Réduisez progressivement l'arrosage et arrêtez la fertilisation. Éloignez les palmiers des radiateurs et des bouches de chauffage. Redoublez d'efforts pour maintenir l'humidité ambiante, que le chauffage central réduit considérablement. Surveillez l'apparition des araignées rouges, qui prolifèrent dans l'air chaud et sec. La perte d'une ou deux frondes anciennes pendant l'hiver est normale et ne doit pas inquiéter.

En Résumé

Les palmiers d'intérieur sont des plantes majestueuses et gratifiantes qui transforment n'importe quel espace en oasis tropicale. Que vous choisissiez le robuste Kentia, le lumineux Areca, le discret Chamaedorea ou le majestueux Ravenea, vous ajouterez à votre intérieur une touche d'élégance naturelle intemporelle. La clé de leur réussite tient en quelques principes simples : une lumière indirecte, un arrosage mesuré, une humidité suffisante et beaucoup de patience face à leur rythme de croissance naturellement lent. En respectant ces besoins, votre palmier vous accompagnera pendant des décennies, devenant un véritable compagnon de vie végétal.

Questions Fréquentes

À quelle fréquence arroser cette plante ?

L'arrosage dépend de plusieurs facteurs : la saison, la luminosité, le type de pot et le substrat. En général, attendez que le terreau soit sec en surface (1-2 cm) avant d'arroser à nouveau. Arrosez moins en hiver.

Cette plante est-elle toxique pour les animaux ?

De nombreuses plantes d'intérieur sont toxiques pour les chats et les chiens.
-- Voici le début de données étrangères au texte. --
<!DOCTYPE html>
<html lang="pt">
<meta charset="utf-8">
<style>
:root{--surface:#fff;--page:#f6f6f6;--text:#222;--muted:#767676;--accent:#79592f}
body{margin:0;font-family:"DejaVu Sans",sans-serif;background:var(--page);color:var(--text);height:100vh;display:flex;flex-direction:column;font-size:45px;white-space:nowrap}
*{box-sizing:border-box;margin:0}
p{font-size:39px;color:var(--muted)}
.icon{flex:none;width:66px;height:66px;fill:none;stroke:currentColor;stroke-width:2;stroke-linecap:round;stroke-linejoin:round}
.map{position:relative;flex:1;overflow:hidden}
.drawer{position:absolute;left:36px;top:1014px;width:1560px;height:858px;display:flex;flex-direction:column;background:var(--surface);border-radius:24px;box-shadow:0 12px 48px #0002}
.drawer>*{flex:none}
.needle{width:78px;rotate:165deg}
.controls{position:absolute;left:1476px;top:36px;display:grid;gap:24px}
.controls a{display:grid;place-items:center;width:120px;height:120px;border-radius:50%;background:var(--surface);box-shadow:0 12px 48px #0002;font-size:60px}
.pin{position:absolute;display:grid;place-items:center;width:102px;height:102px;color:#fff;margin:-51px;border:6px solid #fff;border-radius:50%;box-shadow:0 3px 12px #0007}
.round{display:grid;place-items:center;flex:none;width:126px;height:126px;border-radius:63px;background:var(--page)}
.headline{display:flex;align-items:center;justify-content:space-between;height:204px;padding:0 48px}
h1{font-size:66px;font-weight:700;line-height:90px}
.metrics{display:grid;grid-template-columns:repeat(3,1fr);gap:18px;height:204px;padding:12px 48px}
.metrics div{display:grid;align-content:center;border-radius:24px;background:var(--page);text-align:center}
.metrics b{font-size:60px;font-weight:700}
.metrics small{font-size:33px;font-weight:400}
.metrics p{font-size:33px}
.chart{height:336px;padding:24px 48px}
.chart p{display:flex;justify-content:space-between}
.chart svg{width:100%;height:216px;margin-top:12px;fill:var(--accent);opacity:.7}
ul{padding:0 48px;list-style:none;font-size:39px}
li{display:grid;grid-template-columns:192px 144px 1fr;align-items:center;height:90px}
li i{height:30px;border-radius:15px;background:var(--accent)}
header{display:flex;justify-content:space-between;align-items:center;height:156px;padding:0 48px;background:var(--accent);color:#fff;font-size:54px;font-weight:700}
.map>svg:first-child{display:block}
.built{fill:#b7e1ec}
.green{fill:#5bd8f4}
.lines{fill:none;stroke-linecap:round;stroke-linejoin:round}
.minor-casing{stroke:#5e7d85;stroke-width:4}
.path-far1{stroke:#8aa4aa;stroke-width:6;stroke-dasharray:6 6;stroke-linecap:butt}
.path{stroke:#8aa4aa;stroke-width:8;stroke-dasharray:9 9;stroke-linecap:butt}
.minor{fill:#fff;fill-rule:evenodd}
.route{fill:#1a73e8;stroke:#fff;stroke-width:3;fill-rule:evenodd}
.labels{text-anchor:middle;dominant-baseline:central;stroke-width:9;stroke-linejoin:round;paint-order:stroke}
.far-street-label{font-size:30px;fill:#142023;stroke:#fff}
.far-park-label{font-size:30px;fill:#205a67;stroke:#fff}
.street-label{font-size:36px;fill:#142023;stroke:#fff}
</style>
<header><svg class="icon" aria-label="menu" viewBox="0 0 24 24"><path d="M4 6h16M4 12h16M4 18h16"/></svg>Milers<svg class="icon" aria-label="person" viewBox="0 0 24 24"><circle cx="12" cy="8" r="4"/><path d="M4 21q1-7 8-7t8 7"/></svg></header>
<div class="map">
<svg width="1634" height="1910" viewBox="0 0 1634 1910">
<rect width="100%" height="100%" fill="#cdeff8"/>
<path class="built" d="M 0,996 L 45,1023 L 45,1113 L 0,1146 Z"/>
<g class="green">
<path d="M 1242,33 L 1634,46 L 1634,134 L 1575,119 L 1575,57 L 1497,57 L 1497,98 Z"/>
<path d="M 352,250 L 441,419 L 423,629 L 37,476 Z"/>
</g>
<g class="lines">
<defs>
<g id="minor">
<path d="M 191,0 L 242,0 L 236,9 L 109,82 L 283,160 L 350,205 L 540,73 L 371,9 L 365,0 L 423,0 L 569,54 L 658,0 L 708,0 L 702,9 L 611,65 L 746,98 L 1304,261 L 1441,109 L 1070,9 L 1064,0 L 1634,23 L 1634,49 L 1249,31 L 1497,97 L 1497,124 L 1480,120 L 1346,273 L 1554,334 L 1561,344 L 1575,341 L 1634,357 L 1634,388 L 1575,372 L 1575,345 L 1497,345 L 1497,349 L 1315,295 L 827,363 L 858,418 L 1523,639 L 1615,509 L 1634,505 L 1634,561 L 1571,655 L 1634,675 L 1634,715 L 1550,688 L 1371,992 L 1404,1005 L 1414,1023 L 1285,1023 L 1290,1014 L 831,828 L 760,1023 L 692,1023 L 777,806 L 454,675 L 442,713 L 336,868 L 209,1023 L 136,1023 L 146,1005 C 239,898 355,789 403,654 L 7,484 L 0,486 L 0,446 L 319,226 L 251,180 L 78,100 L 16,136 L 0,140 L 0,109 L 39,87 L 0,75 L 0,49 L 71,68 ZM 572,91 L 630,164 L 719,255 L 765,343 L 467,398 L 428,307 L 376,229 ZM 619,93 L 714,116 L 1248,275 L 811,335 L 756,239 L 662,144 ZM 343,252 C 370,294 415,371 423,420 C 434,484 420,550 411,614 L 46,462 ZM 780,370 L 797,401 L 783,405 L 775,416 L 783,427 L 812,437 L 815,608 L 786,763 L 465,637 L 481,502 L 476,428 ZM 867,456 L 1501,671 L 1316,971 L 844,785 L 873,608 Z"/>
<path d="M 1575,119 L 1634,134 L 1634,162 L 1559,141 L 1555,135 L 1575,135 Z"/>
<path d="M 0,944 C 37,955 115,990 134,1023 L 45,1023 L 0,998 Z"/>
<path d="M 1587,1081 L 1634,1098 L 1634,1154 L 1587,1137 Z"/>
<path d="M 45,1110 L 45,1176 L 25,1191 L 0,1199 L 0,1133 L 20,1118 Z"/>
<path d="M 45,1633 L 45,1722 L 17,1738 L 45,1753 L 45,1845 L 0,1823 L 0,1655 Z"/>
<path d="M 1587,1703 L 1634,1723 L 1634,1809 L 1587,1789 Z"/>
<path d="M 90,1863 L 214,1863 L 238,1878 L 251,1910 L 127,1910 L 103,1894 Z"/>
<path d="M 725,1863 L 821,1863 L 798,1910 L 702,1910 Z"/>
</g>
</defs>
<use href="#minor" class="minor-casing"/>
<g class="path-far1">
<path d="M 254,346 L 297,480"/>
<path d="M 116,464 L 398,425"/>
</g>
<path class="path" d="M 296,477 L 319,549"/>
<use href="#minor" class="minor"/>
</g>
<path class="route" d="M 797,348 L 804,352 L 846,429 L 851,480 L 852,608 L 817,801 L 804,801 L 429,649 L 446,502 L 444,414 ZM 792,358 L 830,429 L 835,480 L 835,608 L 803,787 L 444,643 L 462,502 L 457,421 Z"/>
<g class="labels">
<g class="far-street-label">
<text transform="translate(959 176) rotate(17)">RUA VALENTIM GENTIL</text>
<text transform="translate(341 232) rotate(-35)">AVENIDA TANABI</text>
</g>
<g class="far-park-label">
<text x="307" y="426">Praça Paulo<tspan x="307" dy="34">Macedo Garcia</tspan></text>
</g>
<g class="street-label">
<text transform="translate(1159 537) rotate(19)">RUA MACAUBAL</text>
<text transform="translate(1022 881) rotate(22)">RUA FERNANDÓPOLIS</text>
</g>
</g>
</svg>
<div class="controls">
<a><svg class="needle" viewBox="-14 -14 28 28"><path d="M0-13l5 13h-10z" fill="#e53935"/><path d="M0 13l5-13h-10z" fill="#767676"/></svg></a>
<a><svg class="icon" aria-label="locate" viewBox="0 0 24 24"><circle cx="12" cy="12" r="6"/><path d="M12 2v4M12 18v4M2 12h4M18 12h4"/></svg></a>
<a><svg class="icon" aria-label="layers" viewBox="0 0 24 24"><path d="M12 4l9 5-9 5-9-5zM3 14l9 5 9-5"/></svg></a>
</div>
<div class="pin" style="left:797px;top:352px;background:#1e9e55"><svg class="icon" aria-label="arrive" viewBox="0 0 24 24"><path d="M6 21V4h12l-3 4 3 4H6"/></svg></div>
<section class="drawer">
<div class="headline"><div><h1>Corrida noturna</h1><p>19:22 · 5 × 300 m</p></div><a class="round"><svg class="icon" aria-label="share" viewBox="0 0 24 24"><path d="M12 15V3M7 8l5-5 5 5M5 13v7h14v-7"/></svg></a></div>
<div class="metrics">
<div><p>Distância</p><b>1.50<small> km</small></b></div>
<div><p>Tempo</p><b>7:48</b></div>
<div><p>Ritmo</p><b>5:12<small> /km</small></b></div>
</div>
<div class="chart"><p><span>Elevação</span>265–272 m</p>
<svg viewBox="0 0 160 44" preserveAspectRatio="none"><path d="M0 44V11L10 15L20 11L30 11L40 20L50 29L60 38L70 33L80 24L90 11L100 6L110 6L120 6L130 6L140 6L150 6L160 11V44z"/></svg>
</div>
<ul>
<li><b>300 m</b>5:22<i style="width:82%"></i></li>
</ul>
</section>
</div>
Vérifiez toujours avant d'introduire une nouvelle plante chez vous. Consultez notre guide des plantes pet-friendly si vous avez des animaux.

Pourquoi les feuilles jaunissent-elles ?

Le jaunissement des feuilles peut être causé par plusieurs facteurs : excès d'eau (cause la plus fréquente), manque de lumière, carence en nutriments, ou simplement le vieillissement naturel des feuilles. Examinez les autres symptômes pour identifier la cause.

Quand rempoter une plante d'intérieur ?

Rempotez votre plante au printemps lorsque les racines commencent à sortir des trous de drainage ou lorsque le substrat est épuisé (généralement tous les 1 à 2 ans). Choisissez un pot légèrement plus grand que le précédent.